The referencing is consistent throughout the whole project with all statements properly supported. In terms of formatting the clutter of images and video around the function heading should be addressed, the copied table creating instructions under the glossary should be removed and some of the headings need to be cleaned up.
Overall your project is good with seemingly perfect referencing but a small short flaw in written content and images in certain areas.
Peer Review 3
This page is close to finished with all of heading filled out with decent amounts of content. The introduction doesn’t properly represent the rest of the article, redoing it would be preferable. All sections have enough content to grasp the concepts being presented. The main thing I would like to see subheadings on brief overview on historical research on elastic fibres and some moderately in-depth examples of recent research.
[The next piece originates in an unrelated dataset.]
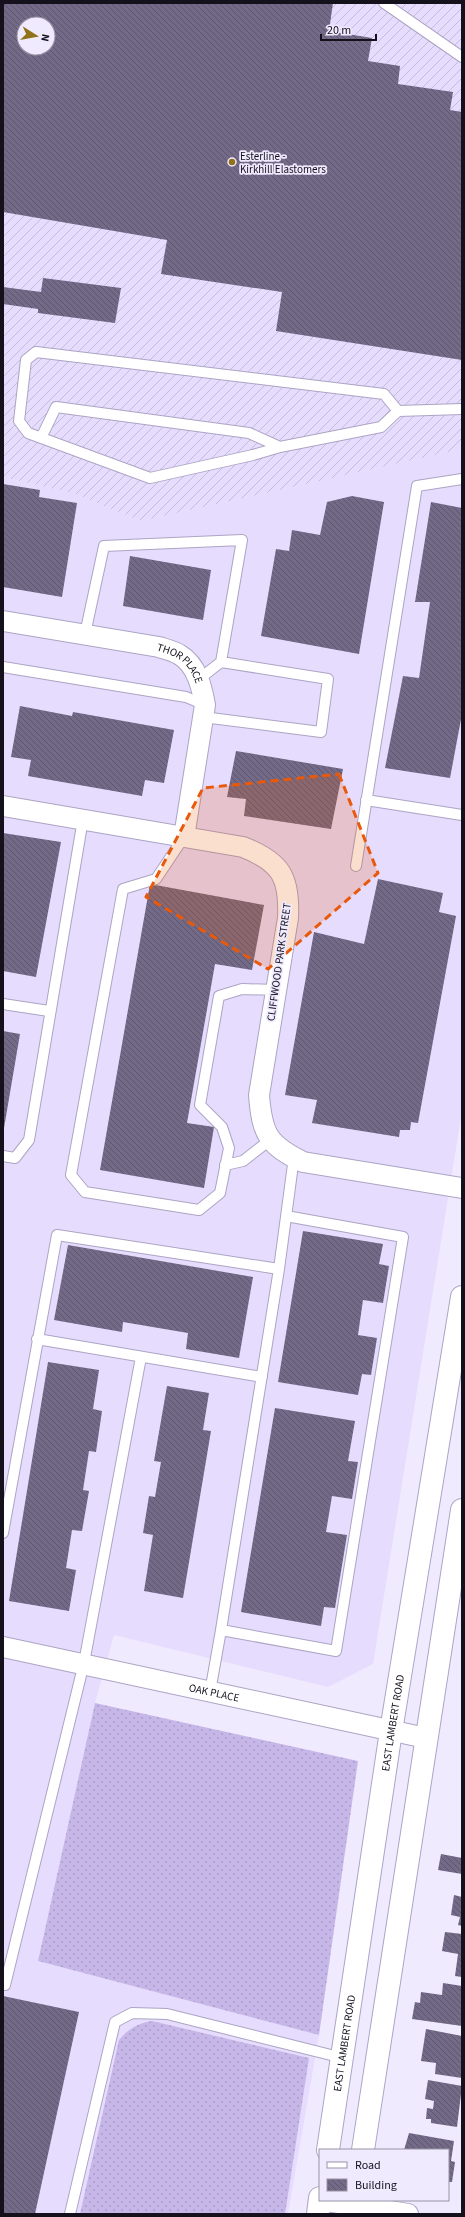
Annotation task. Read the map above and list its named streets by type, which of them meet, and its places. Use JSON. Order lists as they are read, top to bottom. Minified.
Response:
{"streets":{"main road":["EAST LAMBERT ROAD"],"street":["THOR PLACE","CLIFFWOOD PARK STREET","OAK PLACE"]},"crossings":[["THOR PLACE","CLIFFWOOD PARK STREET"],["OAK PLACE","EAST LAMBERT ROAD"]],"places":["Esterline - Kirkhill Elastomers"],"legend":["Road","Building"],"scale_bar":"20 m","north":"right"}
Structure and components is well organised addressing structural aspects and some relations to process of discovery. This section displays bolding of key molecule/structures/substances which obviously highlights their importance at the sacrifice of the paragraphs attractiveness and creates some confusion. Elimination of bolded text and would be recommended. Assembly content is strong with good referencing at the start which lacks in the later paragraph and the Assembly list. The assembly list should be more distinguished from the paragraph above it a table with alternating colours would make a visually appealing presentation. Structure serves as function section had a lot of words without any reference; even though the content is general the lack of referencing is unappealing. Function section is structured as if it is reviewing individual articles instead of taking information from multiple sources of information to create an overview on a specific field. This results in the this section to have an unnatural flow from overly specific topic to overly specific topic. The key thing I would change here is the long subheadings and first sentences. A nice variety of clinically related conditions are presented with nice amount of content though it seems information was sourced from.
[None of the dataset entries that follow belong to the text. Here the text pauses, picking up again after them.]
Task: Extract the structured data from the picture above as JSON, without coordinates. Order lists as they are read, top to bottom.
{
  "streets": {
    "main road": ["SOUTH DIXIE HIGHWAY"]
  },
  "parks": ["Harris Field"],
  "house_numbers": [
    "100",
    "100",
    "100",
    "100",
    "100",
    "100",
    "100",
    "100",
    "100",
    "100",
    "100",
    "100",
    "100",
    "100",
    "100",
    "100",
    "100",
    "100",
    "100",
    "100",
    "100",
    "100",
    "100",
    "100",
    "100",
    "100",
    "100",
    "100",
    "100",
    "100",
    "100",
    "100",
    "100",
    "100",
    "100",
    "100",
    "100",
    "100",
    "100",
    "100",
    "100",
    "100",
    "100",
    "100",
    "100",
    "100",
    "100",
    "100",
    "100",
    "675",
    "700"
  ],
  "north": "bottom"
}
The referencing for the majority page was good except for clinical section in which each condition only had a single reference more references are required to increase credibility. The image used is placed near relevant content though those in the functions section are not formatted properly/referenced. An addition of two images to the structure section and one for each of the clinical conditions would break up the boring walls of text.
Peer Review 4
Organisation of Content is strong with simple easy to understand subheadings. The Introduction is very in-depth addressing many of the technical aspects of fibronectin, potentially to excess. Some of the over the top information include the size of the monomer, concentration in blood and multiple unexplained acronyms; ED-A, ED-B, RGDS. I would recommend the removal of such in-depth description and instead mention that is has roles is wound healing, blood vessels, inhibition of cell adhesion and embryogenesis along with mention of the most significant abnormalities. The history is good but could be slightly improved by increasing articles to include those up to 1990 and put it into a table to make it more attractive.
Structure section is well made with sufficient content, the dot points are a good way to reduce amount of words and put down a lot of technical information easily. You should pair the structural picture to the right of these dot points to avoid a large void of white on the right of the screen. Additionally other you could find alternative more simplified images and have the present one have the capability to expand since its complicated nature can cause excessive confusion. Assembly, Function had sufficient detail well written information with good referencing, though significant lack of pictures. AN addition of 4-6 pictures in the latter half of your page would make it more visually appealing. Some of the abnormalities only focus of the molecular process without reference of the clinical symptoms that they cause (Ehlers-Danlos Syndrome). At the bottom of the page there is a current research heading, this should be expanded on show the page is up to date with present advancement in the area of fibronectin. Additionally you will require to add an image you created yourself to meet one of the assignment requirements.
To summarise page is well constructed, though multiple images need to be added and introduction should be toned down.
Peer Review 5
The paragraph section of the introduction read well and presented the required general information with nice amount of citation something usually lacking in an introduction. The dot points seem bland and out of place it would be advised to make them flow on from the paragraph. The formatting of the references has obviously been done list at the bottom individual students sections which is understandable, just make sure in the final product the referencing is compiled at the bottom of the page to allow better presentation of content. The only places which might need more references to back up the content is the second half of the history section and the abnormalities/future research section, it is understandable to have only a few references for each abnormality/future research because of limited information available but it should be more than just a single reference. The use of images are sparse compared with written content try to find relevant images for the following sections; history could have a graph showing papers published per year on laminins, for function a diagram of one of the more important laminins interacting with the basement membrane would be a nice inclusion also more images in the future research would be preferable. The images presented in the structural and abnormality sections are sufficient in number and relate well to discuss content.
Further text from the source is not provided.